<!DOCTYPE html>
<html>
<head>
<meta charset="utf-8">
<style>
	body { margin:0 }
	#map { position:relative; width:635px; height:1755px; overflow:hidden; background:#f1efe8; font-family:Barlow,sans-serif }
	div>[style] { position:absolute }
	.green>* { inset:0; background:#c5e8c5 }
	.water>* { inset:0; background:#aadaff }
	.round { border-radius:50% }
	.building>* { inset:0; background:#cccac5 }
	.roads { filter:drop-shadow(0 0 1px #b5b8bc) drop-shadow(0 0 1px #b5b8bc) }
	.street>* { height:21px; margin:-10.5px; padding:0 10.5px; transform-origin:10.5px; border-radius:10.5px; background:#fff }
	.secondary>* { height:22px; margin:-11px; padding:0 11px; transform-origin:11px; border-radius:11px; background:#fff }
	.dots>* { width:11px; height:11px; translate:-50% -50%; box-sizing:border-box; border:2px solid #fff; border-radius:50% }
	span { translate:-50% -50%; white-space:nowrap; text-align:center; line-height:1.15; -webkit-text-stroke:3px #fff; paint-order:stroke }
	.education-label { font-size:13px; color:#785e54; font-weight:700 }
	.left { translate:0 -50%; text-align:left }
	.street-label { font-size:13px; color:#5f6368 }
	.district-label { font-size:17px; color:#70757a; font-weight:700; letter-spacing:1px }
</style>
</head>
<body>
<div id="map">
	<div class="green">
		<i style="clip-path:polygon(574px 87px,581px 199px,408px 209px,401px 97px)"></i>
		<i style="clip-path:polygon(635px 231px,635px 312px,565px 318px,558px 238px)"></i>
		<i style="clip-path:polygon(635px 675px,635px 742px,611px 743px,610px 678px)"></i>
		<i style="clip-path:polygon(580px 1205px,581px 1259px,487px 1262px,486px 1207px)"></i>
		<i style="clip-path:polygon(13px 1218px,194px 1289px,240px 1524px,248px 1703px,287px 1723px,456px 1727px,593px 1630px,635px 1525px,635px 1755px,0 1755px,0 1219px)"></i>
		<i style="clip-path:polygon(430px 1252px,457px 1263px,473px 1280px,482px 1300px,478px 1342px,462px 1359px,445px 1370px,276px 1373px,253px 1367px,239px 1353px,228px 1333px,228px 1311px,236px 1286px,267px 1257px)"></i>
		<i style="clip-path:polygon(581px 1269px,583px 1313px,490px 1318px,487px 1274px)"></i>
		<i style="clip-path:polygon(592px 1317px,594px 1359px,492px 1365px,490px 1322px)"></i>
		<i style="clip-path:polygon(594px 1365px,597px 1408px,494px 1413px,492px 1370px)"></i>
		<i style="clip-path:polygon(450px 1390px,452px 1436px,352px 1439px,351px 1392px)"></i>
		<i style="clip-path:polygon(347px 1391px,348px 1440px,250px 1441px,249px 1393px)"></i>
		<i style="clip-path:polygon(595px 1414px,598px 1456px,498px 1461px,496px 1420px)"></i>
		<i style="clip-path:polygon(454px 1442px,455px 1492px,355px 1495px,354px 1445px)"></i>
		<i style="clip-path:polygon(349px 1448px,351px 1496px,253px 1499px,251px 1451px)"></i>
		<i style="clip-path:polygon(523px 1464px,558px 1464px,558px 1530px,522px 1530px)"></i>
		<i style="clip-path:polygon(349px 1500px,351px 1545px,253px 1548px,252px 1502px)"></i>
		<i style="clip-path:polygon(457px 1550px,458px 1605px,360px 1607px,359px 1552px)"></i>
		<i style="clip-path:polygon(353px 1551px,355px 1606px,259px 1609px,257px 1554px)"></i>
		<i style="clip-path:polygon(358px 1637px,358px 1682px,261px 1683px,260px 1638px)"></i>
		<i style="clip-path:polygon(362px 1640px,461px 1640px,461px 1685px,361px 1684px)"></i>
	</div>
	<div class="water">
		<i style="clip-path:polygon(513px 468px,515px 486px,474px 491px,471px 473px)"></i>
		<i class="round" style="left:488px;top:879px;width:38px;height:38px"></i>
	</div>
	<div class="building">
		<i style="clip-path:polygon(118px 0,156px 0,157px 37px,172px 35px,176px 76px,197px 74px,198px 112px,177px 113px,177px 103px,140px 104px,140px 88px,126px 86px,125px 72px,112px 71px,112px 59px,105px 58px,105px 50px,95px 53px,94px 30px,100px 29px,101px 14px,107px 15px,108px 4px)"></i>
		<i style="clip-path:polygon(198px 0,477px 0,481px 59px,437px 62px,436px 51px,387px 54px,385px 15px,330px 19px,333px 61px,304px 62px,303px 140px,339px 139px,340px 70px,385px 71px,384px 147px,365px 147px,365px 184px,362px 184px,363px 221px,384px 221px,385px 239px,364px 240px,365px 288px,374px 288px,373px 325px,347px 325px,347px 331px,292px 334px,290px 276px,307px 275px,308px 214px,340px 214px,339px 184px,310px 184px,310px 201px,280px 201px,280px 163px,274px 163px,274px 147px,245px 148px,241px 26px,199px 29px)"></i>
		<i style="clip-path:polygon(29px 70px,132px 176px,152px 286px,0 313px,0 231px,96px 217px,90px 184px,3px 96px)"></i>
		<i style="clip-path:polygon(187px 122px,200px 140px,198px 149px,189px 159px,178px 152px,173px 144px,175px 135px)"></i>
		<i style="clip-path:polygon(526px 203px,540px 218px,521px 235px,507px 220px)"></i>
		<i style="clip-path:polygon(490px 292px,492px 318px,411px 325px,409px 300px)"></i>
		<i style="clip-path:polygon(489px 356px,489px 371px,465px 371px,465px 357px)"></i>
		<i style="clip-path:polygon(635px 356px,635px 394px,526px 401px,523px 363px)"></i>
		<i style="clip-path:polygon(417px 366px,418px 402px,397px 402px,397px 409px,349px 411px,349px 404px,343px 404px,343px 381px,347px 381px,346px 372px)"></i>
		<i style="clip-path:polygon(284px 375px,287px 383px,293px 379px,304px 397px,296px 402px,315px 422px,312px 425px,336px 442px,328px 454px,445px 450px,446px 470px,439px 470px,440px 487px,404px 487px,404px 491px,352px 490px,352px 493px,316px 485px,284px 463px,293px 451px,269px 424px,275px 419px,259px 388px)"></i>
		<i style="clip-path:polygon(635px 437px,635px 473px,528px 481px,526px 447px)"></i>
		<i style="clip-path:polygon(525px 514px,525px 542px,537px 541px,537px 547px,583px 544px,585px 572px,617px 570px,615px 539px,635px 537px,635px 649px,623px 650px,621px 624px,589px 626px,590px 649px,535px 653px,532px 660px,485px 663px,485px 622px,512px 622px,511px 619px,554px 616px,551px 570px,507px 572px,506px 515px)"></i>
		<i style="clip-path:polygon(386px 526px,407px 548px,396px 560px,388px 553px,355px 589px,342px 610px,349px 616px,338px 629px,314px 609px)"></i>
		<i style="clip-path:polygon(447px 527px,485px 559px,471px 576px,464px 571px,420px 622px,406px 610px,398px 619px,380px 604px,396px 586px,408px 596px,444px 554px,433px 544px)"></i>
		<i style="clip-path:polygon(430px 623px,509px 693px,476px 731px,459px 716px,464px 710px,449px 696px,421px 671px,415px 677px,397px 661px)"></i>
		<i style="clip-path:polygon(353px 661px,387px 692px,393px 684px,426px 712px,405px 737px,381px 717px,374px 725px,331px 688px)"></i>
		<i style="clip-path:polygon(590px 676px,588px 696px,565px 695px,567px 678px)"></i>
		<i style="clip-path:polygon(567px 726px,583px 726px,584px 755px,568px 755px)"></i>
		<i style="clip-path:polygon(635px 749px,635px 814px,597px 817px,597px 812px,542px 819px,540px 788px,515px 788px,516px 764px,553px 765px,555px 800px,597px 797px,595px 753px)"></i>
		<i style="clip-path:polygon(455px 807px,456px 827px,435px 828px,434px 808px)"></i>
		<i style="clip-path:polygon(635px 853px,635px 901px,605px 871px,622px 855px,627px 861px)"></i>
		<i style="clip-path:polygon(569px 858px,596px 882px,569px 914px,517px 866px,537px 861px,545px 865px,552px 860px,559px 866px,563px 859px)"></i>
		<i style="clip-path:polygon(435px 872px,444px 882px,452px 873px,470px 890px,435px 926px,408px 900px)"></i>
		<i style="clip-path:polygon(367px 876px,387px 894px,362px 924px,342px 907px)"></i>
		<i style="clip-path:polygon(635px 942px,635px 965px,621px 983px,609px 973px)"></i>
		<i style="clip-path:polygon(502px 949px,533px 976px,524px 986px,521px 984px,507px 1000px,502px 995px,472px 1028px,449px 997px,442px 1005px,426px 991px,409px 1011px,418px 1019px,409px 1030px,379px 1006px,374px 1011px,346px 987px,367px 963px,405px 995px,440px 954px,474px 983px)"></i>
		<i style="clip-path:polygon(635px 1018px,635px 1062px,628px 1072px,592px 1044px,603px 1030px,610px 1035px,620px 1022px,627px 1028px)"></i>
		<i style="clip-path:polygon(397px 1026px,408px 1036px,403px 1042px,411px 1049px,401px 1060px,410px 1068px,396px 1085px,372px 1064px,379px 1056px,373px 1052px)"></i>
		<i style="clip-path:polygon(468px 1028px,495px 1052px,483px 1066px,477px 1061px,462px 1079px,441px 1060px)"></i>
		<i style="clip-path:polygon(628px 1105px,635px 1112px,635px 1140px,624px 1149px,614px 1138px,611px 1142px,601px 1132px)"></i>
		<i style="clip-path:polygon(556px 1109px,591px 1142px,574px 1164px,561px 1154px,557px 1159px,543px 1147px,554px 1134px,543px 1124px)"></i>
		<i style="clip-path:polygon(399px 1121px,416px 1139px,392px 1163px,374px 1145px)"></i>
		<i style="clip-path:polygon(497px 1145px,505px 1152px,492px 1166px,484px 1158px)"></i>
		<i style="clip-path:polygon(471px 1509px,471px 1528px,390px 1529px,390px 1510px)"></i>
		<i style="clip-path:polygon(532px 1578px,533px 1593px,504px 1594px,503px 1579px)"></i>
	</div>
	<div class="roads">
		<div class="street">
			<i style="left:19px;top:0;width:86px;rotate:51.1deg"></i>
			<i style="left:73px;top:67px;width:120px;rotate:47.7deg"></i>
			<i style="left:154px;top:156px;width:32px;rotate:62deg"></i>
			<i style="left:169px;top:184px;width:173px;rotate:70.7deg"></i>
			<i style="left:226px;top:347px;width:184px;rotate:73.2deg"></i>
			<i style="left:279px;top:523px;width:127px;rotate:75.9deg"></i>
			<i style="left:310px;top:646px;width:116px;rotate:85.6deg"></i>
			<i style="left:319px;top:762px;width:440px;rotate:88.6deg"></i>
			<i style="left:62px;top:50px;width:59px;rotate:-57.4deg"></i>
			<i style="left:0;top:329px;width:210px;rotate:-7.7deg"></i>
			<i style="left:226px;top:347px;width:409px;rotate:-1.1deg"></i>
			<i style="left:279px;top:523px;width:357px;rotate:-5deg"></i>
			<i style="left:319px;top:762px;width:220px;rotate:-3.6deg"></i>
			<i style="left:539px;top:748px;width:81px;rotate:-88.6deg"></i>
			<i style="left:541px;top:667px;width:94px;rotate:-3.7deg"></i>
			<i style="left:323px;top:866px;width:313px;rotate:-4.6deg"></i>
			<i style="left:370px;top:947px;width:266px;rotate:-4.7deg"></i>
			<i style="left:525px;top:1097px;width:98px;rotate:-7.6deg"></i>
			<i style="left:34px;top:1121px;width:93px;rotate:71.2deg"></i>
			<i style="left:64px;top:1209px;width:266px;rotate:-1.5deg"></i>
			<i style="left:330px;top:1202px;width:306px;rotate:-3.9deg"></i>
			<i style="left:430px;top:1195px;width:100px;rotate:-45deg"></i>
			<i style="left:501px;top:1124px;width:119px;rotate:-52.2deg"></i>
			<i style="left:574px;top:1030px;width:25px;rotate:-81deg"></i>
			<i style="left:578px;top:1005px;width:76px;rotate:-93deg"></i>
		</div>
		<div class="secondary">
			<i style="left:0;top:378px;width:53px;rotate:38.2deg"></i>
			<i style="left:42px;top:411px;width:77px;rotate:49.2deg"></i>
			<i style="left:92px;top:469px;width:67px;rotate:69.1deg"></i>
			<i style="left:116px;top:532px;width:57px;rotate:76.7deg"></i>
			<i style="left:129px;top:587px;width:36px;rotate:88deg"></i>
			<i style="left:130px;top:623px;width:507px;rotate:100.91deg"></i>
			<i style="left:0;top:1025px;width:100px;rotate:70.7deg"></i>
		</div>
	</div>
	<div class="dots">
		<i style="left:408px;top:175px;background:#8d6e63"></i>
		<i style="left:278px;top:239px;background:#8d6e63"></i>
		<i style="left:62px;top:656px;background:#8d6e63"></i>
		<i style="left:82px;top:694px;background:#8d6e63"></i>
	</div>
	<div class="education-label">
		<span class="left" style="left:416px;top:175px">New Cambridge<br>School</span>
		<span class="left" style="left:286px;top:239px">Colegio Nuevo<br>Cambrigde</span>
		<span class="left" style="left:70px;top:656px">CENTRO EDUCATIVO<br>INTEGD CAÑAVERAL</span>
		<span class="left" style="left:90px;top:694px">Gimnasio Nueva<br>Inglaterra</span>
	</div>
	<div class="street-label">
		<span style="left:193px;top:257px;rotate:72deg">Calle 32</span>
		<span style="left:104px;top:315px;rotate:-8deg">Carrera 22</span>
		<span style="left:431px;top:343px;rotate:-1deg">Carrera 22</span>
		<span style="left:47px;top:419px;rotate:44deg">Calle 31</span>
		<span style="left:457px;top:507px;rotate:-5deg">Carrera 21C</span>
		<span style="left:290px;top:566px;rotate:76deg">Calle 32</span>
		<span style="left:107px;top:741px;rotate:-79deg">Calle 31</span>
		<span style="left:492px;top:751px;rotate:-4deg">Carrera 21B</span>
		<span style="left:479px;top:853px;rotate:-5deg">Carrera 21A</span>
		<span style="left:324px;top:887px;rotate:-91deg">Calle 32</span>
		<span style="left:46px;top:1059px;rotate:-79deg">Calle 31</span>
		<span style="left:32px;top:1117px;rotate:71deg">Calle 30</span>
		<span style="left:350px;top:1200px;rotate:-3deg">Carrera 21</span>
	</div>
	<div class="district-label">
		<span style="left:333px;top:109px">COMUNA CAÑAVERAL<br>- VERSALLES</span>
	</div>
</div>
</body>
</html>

※

# Assigned task
Verbatim output is expected for the lines from the start of the data to the line in which "filter:drop-shadow(0 0 1px" appears, both included.

# Solution to this task
<!DOCTYPE html>
<html>
<head>
<meta charset="utf-8">
<style>
	body { margin:0 }
	#map { position:relative; width:635px; height:1755px; overflow:hidden; background:#f1efe8; font-family:Barlow,sans-serif }
	div>[style] { position:absolute }
	.green>* { inset:0; background:#c5e8c5 }
	.water>* { inset:0; background:#aadaff }
	.round { border-radius:50% }
	.building>* { inset:0; background:#cccac5 }
	.roads { filter:drop-shadow(0 0 1px #b5b8bc) drop-shadow(0 0 1px #b5b8bc) }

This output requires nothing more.